C++の左辺値(lvalue)と右辺値(rvalue)とは?わかりやすく解説
C++における左辺値と右辺値の基本
C++を学んでいると、必ず「左辺値(lvalue)」と「右辺値(rvalue)」という概念に出会います。この2つを正しく理解することは、代入演算や参照、さらにはムーブセマンティクスを理解する上で非常に重要です。
左辺値(lvalue)とは
左辺値(lvalue:locator value)とは、メモリ上の特定できる場所(アドレス)を占有しているオブジェクトを表す式のことです。つまり、「&」演算子を使ってアドレスを取得できるものが左辺値です。
例えば、変数は典型的な左辺値です。変数には明確なメモリ上の住所が割り当てられているためです。
右辺値(rvalue)とは
右辺値は排他的に定義されます。すべての式は左辺値か右辺値のどちらかに分類されるため、右辺値とは「メモリ上の特定できる位置を占有するオブジェクトを表さない式」のことです。

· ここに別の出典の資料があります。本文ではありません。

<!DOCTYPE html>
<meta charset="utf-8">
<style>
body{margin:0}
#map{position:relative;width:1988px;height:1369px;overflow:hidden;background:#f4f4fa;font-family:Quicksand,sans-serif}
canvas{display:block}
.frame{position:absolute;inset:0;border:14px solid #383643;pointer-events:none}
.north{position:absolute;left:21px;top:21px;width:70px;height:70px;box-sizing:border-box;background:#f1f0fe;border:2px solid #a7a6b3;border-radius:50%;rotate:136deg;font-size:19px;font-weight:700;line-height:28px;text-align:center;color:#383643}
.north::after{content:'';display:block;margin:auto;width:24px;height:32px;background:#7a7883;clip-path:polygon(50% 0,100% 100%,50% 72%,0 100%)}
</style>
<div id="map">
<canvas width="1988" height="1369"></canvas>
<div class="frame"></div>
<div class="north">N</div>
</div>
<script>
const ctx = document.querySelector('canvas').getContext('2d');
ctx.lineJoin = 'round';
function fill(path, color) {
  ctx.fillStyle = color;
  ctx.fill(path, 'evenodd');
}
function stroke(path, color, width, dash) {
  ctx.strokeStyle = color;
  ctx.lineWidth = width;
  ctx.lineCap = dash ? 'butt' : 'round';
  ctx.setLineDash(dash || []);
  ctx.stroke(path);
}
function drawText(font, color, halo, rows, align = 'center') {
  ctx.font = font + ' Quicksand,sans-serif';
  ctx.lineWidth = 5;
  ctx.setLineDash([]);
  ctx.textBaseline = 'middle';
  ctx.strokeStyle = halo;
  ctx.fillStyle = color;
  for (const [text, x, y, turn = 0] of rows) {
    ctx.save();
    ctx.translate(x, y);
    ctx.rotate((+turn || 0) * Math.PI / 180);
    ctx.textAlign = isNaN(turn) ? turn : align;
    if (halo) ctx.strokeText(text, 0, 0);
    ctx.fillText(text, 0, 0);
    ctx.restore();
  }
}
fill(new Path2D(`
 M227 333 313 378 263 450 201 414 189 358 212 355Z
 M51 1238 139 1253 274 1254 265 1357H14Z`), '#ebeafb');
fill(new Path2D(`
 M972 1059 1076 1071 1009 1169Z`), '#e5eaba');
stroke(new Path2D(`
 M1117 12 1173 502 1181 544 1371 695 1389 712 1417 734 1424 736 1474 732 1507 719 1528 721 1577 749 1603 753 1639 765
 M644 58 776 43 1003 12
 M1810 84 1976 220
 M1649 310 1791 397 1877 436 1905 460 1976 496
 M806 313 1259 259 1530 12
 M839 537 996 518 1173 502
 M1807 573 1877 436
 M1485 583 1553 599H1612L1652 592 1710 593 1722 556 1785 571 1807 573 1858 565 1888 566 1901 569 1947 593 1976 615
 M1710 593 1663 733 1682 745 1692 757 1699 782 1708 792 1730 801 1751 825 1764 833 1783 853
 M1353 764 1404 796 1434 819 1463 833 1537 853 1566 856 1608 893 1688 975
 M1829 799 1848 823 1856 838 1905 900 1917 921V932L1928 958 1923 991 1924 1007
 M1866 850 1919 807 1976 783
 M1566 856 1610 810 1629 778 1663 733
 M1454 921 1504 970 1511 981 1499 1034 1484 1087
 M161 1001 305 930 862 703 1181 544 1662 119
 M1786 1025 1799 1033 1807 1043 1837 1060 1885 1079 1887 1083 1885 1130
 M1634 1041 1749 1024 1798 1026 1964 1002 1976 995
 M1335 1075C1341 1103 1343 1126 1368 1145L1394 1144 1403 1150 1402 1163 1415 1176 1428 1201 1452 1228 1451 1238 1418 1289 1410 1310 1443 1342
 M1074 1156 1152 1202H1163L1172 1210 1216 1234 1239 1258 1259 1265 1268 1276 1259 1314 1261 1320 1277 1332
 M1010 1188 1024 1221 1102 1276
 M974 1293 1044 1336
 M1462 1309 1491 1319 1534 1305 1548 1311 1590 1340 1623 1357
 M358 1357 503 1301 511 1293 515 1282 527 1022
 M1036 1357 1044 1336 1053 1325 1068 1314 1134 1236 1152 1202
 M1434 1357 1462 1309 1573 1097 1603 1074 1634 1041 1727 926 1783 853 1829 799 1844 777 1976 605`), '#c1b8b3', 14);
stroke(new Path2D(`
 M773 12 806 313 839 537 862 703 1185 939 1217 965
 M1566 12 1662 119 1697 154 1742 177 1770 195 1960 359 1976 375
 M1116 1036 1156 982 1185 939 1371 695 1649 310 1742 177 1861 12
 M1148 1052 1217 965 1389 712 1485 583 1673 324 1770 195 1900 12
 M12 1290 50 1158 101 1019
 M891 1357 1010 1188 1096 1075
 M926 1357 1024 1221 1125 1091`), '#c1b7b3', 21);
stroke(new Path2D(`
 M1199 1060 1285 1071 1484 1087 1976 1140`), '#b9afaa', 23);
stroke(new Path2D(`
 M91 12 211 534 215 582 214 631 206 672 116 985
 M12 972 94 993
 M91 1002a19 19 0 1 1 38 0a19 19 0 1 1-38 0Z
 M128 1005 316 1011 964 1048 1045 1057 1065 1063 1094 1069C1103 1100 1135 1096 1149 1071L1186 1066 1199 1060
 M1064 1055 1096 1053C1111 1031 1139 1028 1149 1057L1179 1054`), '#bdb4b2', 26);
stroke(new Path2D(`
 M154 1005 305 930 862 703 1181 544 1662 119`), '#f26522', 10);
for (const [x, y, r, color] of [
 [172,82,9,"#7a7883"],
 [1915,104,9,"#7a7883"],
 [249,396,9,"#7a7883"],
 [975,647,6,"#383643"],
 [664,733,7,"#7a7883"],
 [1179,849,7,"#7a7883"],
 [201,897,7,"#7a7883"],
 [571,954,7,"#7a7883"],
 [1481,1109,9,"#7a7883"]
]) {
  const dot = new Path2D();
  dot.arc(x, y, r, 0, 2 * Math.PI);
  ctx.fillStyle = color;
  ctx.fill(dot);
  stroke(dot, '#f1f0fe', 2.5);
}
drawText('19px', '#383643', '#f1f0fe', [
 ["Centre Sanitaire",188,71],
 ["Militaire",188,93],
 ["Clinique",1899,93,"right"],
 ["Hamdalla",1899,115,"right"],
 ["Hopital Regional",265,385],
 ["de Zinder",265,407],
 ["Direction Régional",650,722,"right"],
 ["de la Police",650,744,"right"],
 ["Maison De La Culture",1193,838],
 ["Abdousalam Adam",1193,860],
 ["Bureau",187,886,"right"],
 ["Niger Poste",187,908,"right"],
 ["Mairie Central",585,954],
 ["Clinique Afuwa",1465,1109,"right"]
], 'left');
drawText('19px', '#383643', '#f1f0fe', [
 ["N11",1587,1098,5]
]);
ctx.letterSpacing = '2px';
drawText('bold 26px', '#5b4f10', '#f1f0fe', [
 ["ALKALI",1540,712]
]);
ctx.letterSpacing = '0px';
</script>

例えば、数値リテラル(10 や 3.14 など)や計算結果の一時的な値(a + b の結果など)は右辺値です。これらには識別可能なメモリ上の場所がありません。
具体例で理解する
代入演算子「=」は、その左側のオペランドとして左辺値を要求します。したがって、次のコードは有効です。
int i = 10;
しかし、次のコードはコンパイルエラーになります。
int i; 10 = i; // エラー!
これはなぜでしょうか。i はメモリ上にアドレスを持つため左辺値です。一方、リテラルの 10 には特定可能なメモリ上の場所がないため右辺値です。右辺値である 10 に対して i の値を代入しても意味がない、というわけです。
まとめ
- 左辺値(lvalue):メモリ上にアドレスを持つ、特定できる場所を占めるオブジェクト(例:変数)
- 右辺値(rvalue):特定できるメモリ上の場所を持たない一時的な値(例:リテラル、計算結果)
- 代入の左辺には必ず左辺値が必要
なお、C++11以降では右辺値参照(rvalue reference)が導入され、この概念はムーブセマンティクスの基礎となっています。左辺値と右辺値の違いをしっかり押さえておくことで、より高度なC++プログラミングへの理解が深まります。